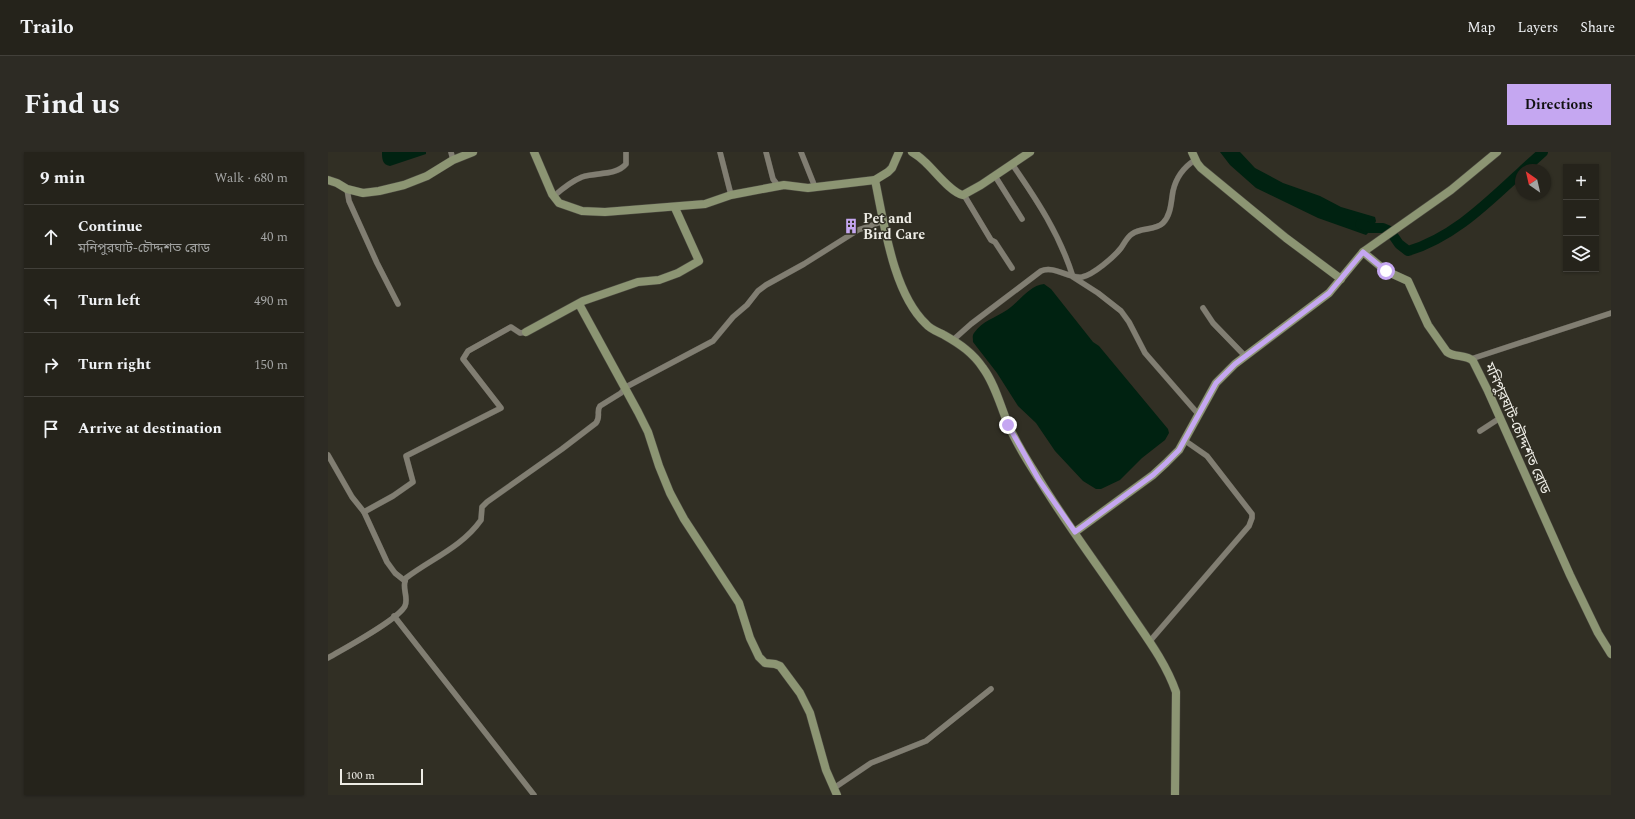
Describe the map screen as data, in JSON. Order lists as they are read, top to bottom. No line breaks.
{"streets":{"street":["মনিপুরঘাট-চৌদ্দশত রোড"]},"places":{"building":["Pet and Bird Care"]},"scale_bar":"100 m","north":"top left","page":{"header":"Trailo","nav":["Map","Layers","Share"],"title":"Find us","buttons":"Directions","heading":["9 min","Walk · 680 m"],"map_buttons":["+","−"],"list":[["Continue","মনিপুরঘাট-চৌদ্দশত রোড","40 m"],["Turn left","490 m"],["Turn right","150 m"],"Arrive at destination"],"scale":"100 m"}}
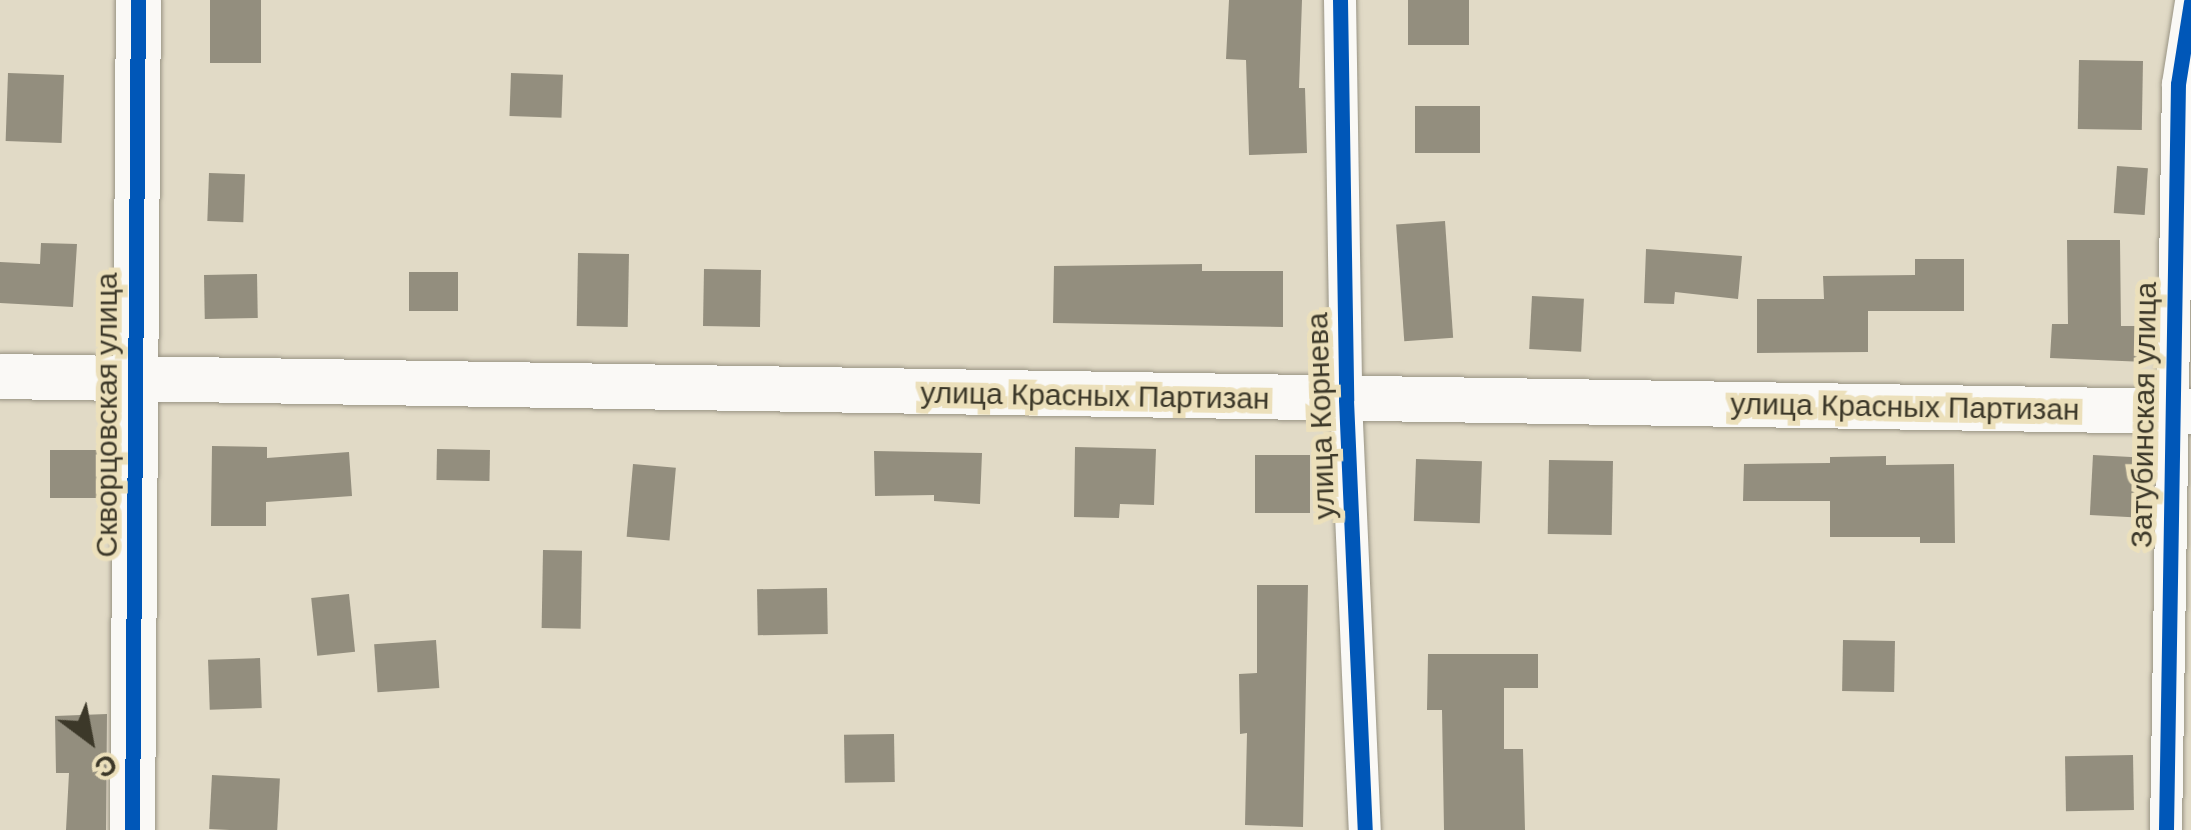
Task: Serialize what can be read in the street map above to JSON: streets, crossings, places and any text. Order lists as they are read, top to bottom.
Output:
{
  "streets": {
    "main road": ["улица Красных Партизан", "Скворцовская улица"],
    "street": ["Затубинская улица", "улица Корнева"]
  },
  "crossings": [
    ["улица Красных Партизан", "Скворцовская улица"],
    ["улица Красных Партизан", "Затубинская улица"],
    ["улица Красных Партизан", "улица Корнева"]
  ],
  "north": "bottom right"
}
++++
**Task objective**
The whole listing above must be returned exactly as written, with no pictures carried over.

**Completed task**
Describe the map screen as data, in JSON. Order lists as they are read, top to bottom. No line breaks.
{"streets":{"street":["মনিপুরঘাট-চৌদ্দশত রোড"]},"places":{"building":["Pet and Bird Care"]},"scale_bar":"100 m","north":"top left","page":{"header":"Trailo","nav":["Map","Layers","Share"],"title":"Find us","buttons":"Directions","heading":["9 min","Walk · 680 m"],"map_buttons":["+","−"],"list":[["Continue","মনিপুরঘাট-চৌদ্দশত রোড","40 m"],["Turn left","490 m"],["Turn right","150 m"],"Arrive at destination"],"scale":"100 m"}}
Task: Serialize what can be read in the street map above to JSON: streets, crossings, places and any text. Order lists as they are read, top to bottom.
Output:
{
  "streets": {
    "main road": ["улица Красных Партизан", "Скворцовская улица"],
    "street": ["Затубинская улица", "улица Корнева"]
  },
  "crossings": [
    ["улица Красных Партизан", "Скворцовская улица"],
    ["улица Красных Партизан", "Затубинская улица"],
    ["улица Красных Партизан", "улица Корнева"]
  ],
  "north": "bottom right"
}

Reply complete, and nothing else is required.